Because this particular "movement" feels very aggressive and is gaining steam, I've chosen to develop my own understanding. Part of my family is black, so I spoke with a few of them. I've spoken to black neighbors. I've done my part as best as I can to understand where this comes from. The people I spoke to are literally taught from birth by parents, people they look up to, friends, religious leaders, and even politicians that America hates them, that they are still slaves or otherwise still shackled by a white society and "the white man", and so on, so forth. It's not always overt, but it's there and it adds up. They live in actual fear of white people and police. At least among those I spoke to, they culturally are communal so when one person is harmed, they all internalize it as racism due to the lack of trust. This is bolstered by a history of literally being slaves, not having the same rights as white people, etc. But if you challenge certain elements of this mindset to try and change it, you are racist and the reaction is often swiftly aggressive. At least it has been for me. Saying something like, "but I can get pulled over for a brake light out, too" or "cops have never been nice to me either," or "isn't it logical that areas with more crime would have more police" are something that gets you immediately ousted from a discussion and canceled as a racist. It's so fast.

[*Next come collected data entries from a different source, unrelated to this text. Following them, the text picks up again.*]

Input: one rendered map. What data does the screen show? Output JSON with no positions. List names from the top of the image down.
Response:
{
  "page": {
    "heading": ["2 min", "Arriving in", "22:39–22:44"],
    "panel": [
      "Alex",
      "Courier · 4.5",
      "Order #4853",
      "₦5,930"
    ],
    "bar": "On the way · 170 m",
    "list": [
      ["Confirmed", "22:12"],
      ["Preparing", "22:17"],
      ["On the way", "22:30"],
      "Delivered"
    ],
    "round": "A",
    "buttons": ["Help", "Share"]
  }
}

Years ago, stupidly, I decided to drive Lyft for a while and often ended up in rough neighborhoods at night. I did this thinking I could build up extra funds for my race car. It turned out to be, at best, a high risk $3 an hour job. Anyway, I have driven through areas of this city at night -- at 2AM -- and seen people in the streets with crying awake babies, toddlers, and kids with them while adults are swearing, smoking weed, and whatever else. I all but stopped driving after 11PM as a result of seeming to always end up in these neighborhoods (the only way you can pick where you're willing to go is to go as far away from that area as possible for pickups) and seeing things that just make me enraged and saddened at the same time. Those kids don't typically grow up to be scholars and not getting proper sleep is developmentally terrible for a child. That kind of developmental disadvantage is almost unfixable when these kids become adults. It's just insane that parenting cannot be discussed without being called racist or sexist or whatever. There are terrible white parents, too. Those kids grow up to be terrible people, too. Interestingly, the worst of the bad white kids are the ones causing threat to our 2nd ammendment because they decide to walk into schools with an AR and shoot the place up. Parenting needs to be taught and it's not always taught by example from parents. You'd think this would be a topic discussed among the people yelling "defund the police". You'd think they'd say, "Defund the police... and reallocate those funds to social workers focused on parenting" or "defund the police... and reallocate funds to enforcement of child support laws so fathers aren't so easily absent". Something like that.